### EXERCISE OBJECTIVE
Copy each line of the data below with the word "stream".

### Stored items
....................

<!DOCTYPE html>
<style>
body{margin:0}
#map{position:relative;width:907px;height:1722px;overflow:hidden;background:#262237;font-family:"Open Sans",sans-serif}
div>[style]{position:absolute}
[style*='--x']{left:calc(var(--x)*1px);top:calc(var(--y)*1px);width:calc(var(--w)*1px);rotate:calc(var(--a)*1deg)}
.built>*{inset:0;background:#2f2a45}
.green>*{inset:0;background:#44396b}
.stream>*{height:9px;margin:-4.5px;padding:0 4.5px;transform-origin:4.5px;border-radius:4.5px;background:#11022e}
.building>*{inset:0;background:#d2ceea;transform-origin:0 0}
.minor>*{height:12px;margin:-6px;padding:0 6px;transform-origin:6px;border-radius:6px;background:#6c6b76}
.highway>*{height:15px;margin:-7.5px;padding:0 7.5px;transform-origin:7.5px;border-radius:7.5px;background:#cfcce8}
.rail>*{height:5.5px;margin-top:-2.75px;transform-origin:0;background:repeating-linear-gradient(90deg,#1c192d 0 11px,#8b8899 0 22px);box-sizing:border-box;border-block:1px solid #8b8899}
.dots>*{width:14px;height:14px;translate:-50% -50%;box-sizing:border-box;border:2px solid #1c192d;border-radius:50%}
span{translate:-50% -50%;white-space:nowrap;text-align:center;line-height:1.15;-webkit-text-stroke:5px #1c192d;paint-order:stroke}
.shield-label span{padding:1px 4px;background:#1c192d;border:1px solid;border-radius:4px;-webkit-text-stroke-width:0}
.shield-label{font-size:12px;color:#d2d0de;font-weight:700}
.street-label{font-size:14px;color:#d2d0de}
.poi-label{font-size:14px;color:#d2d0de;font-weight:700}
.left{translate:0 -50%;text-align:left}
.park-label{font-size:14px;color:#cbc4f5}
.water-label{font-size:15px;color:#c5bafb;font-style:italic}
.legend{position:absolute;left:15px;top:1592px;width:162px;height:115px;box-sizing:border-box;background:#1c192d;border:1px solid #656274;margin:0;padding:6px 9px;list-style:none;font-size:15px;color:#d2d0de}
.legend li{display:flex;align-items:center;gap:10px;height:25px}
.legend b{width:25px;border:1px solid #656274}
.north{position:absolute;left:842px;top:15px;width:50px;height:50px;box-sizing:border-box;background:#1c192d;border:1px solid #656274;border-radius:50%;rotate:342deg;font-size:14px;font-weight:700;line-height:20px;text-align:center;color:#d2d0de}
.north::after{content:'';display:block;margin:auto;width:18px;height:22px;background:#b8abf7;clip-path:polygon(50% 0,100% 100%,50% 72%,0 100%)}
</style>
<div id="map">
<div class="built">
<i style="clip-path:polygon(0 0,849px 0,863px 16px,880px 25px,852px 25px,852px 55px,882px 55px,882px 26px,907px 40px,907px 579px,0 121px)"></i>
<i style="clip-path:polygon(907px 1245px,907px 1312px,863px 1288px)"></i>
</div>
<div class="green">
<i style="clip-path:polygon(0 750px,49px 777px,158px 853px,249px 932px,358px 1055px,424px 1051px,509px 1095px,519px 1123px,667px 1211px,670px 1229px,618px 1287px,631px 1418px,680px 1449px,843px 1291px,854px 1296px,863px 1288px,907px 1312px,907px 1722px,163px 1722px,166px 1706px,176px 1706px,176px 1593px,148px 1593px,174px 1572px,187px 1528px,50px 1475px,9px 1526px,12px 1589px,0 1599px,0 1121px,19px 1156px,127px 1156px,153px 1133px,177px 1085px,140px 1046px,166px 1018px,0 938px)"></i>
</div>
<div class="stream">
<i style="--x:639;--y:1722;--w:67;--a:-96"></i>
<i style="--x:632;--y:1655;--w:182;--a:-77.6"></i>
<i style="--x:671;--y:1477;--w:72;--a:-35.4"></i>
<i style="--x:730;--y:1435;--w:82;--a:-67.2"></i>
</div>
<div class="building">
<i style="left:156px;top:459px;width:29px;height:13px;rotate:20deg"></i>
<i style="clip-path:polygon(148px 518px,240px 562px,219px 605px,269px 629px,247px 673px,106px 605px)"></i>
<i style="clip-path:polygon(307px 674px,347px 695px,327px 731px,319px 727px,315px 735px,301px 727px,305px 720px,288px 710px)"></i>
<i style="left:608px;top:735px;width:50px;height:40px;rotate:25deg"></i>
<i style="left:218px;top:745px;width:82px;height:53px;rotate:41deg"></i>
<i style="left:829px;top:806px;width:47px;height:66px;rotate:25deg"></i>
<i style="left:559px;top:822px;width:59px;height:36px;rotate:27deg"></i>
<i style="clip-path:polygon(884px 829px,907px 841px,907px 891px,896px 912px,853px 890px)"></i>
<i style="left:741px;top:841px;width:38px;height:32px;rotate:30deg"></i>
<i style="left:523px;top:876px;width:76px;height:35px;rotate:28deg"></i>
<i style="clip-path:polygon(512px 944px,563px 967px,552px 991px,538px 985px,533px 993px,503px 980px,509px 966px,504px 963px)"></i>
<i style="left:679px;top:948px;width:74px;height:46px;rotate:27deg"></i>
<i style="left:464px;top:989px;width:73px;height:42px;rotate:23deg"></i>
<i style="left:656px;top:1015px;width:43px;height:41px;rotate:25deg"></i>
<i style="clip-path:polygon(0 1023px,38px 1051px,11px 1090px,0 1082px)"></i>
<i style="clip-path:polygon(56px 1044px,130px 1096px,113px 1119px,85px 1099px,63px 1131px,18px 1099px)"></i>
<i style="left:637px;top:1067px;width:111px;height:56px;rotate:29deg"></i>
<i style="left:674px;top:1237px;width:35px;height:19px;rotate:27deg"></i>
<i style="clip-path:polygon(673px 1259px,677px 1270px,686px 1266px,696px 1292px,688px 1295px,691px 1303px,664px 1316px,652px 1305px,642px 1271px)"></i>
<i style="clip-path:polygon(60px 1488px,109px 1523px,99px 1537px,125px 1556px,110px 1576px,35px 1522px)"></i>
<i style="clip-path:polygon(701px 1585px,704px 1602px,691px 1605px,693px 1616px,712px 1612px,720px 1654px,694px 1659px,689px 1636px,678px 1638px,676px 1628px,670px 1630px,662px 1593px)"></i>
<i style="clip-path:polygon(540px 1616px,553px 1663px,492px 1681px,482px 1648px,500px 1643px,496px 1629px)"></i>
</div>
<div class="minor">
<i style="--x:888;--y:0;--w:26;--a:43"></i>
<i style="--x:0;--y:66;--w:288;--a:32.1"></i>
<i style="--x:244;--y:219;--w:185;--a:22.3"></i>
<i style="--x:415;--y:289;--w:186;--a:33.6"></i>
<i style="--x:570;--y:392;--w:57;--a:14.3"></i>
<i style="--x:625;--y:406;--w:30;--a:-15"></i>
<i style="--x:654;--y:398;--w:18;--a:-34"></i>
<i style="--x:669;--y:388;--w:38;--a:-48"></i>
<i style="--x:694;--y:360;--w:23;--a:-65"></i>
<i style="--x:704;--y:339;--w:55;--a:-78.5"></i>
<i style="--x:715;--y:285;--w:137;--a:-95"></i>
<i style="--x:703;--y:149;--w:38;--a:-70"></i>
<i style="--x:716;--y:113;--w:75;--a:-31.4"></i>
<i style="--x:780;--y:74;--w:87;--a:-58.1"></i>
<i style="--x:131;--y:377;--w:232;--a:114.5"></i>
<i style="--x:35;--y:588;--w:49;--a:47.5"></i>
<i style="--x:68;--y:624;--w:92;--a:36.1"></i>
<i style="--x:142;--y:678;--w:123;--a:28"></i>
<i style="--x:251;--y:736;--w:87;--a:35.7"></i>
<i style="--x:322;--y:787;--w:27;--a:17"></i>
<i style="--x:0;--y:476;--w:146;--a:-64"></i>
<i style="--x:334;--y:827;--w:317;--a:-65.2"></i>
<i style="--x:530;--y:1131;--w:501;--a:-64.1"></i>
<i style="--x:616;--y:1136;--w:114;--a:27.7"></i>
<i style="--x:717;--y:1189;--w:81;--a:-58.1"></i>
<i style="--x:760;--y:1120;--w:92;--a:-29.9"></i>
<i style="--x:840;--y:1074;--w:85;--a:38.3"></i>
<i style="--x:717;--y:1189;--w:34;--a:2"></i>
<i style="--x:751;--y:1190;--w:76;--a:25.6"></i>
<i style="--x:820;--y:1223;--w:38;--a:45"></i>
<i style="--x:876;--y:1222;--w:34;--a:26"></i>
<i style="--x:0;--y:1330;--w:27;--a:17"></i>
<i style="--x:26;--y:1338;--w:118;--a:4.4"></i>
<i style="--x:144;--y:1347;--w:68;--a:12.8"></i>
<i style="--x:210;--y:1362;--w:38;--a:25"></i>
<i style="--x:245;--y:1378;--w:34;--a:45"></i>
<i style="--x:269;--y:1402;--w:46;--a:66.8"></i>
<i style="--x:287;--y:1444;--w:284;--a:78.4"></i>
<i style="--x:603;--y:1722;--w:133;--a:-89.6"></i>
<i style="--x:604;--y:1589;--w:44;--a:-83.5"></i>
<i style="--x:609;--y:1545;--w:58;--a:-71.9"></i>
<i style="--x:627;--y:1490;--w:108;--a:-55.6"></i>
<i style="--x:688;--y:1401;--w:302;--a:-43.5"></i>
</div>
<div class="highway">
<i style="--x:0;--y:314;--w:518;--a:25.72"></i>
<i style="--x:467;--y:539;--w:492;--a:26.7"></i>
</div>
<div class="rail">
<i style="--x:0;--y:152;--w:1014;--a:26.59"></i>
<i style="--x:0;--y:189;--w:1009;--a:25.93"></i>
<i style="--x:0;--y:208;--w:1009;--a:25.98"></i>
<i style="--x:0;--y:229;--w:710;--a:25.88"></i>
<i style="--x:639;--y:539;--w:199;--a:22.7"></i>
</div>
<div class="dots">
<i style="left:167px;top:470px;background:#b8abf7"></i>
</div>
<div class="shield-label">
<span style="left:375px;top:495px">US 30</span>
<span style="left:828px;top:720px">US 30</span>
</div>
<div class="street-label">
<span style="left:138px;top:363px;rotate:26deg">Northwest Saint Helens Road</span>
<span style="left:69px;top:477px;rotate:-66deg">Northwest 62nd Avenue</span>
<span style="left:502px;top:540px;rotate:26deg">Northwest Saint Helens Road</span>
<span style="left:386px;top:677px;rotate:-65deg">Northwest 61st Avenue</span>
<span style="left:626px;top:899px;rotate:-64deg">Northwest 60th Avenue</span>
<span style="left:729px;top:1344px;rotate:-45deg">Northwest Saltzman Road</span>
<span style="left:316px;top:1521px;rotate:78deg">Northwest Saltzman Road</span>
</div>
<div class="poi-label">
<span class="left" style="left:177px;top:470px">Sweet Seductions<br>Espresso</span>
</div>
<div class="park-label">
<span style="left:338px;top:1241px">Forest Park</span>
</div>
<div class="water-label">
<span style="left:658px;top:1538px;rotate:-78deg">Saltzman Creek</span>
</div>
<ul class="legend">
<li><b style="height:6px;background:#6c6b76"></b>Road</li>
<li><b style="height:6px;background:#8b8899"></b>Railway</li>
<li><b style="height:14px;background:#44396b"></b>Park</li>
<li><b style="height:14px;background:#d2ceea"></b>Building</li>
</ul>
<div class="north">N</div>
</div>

....................

### THE ANSWER
.stream>*{height:9px;margin:-4.5px;padding:0 4.5px;transform-origin:4.5px;border-radius:4.5px;background:#11022e}
<div class="stream">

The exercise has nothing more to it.